Questo santuario di Santa Maria di Carpignano di Grottaminarda prende nome da un'antica immagine di Madonna Nera dipinta su una grande tavola di noce di cm, 205 X 75, che ivi si conserva. Questa Madonna tiene il volto di colore scuro e sta seduta in trono con in braccio il bambino Gesù che strìnge in mano un uccello; la Madonna ha alle sue spalle due angeli che le reggono il velo e guarda direttamente l'osservatore che resta colpito dalle sue vesti colorate di verde e di rosso e trapunte di stelle, e soprattutto dai suoi grandi occhi orientali che guardano e ipnotizzano.
E' di chiara fattura bizantina, nonostante i suoi innumerevoli rifacimenti nel corso dei secoli.

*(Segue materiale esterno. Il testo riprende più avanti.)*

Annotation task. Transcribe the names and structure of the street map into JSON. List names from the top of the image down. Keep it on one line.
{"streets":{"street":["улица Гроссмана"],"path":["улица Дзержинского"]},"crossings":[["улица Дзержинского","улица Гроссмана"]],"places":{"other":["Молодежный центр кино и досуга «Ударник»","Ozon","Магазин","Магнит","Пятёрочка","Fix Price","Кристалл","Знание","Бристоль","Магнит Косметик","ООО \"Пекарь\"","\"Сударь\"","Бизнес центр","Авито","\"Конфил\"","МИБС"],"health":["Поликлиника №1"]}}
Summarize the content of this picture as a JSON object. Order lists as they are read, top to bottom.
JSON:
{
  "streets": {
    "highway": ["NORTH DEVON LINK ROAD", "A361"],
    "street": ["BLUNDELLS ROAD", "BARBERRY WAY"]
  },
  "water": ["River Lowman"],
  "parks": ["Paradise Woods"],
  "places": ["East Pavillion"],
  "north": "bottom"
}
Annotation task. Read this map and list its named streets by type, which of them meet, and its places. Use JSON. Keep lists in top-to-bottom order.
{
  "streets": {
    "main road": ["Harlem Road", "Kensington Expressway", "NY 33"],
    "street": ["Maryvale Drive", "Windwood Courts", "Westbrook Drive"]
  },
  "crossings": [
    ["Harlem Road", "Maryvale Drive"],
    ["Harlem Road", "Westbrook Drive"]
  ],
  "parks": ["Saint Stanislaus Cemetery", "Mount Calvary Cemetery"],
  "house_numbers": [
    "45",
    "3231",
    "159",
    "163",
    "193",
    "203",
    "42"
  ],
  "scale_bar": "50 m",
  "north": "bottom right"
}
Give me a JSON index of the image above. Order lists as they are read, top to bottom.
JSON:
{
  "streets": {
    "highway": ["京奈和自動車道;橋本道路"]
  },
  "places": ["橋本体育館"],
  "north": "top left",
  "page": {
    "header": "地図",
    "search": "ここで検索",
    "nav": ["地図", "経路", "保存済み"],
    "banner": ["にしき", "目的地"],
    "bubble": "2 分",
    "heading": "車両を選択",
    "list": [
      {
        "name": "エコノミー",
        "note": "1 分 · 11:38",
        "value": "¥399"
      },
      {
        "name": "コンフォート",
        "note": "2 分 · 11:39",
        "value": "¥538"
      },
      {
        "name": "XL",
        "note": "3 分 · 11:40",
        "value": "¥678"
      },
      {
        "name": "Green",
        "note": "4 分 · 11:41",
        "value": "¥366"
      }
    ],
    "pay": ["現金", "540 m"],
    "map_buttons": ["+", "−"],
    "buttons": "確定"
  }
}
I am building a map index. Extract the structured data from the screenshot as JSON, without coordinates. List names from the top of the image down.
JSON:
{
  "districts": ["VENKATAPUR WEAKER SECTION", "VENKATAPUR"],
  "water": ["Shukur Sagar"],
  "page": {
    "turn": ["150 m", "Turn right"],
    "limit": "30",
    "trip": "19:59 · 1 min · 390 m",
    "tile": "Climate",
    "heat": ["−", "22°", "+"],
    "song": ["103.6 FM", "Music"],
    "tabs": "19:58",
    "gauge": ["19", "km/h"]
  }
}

Non sappiamo se fu portata in salvo da Costantinopoli al tempo delle lotte contro il culto delle immagini sacre del secolo IX scoppiate in Oriente, o durante le Crociate del secolo XII.
Secondo la tradizione. E come sta scritto in fondo al quadro, essa fu rinvenuta nel 1150 da un pastore sopra un albero di carpine. Ma tale secolo è pure il secolo in cui nacquero gli Ordini cavallereschi militari dei Templari, degli Ospitalieri e dei Teutonici, che affiancarono i crociati che partivano alla conquista del Santo Sepolcro di Gerusalemme come polizia militare a difesa dei pellegrini, come fornitori di grano e vettovaglie di ogni genere, creando lungo le grandi vie che dal nord d'Italia portavano al porto di Brindisi numerose grancie, cioè masserie circondate da gruppi di case e da chiese e magazzini e pozzi. E una di queste fu certamente la grancia di Carpignano, perché per la sua 'carrara pubblica' transitavano quei crociati e pellegrini che da Roma e Benevento e da Salerno, si immettevano nella piana di valle Ufita dentro l'antico cammino della 'via longobarda' per Monte Sant'Angelo e il Gargano, per finire a Brìndisi, dove si imbarcavano per la Terra Santa.Questa di Carpignano fu dì certo una casa teutonica, alla diretta dipendenza della loro Commenda di Benevento. Dopo la soppressione di quest'Ordine, la grancia di Carpignano passò nel 1478 ai frati militari dell'Ordine cavalleresco degli Ospitalieri di San Giovanni di Gerusalemme detti di Rodi e poi di Malta ma non con tutte le proprietà terriere: parte dei circa duecento tomoli di terreno passarono alle dipendenze della chiesa di Santa Maria Maggiore di Grottaminarda, assieme alla chiesa stessa di Carpignano,
La chiesa dì Santa Maria di Carpignano, così, continuò ad essere amministrata, assieme alla parte dei suoi beni terrieri che le furono assegnate nel 1478, dai preti di Santa Maria Maggiore di Grottaminarda , finchè non vi arrivarono nell'anno 1600 i frati Fatebenefratelli dì San Giovanni di Dio; anch'esse , come gli Ospitalieri, sì dedicavano ad assistere i pellegrini e a creare strutture ospedaliere lungo le grandi strade che portavano al porto di imbarco di Brindisi; ricordiamo che avevano aperto i grandi ospedali di Benevento. Sulla via Appia e di Troia, sulla via Traiana. E fu proprio nell'occasione dell'arrivo a Carpignano di questi frati Fatebenefratelli che si rinnovò il fervore religioso popolare per la Madonna di Carpignano e il suo quadro venne così restaurato per la prima volta nell'anno 1600 da Angelo Antonio Della Grotta che apparteneva ad un'agiata e antica famiglia grottese. Questi fece pure dipingere all'estremità inferiore centrale del quadro della Madonna lo stemma del braccio teso che è proprio il simbolo dei frati Fatebenefratelli . I Fatebenefratelli rimasero in Carpignano sicuramente fino al 1636, come attesta una campanella di bronzo con sopra scritta questa data e lo stemma dì San Giovanni Battista, conservata dentro il museo del santuario.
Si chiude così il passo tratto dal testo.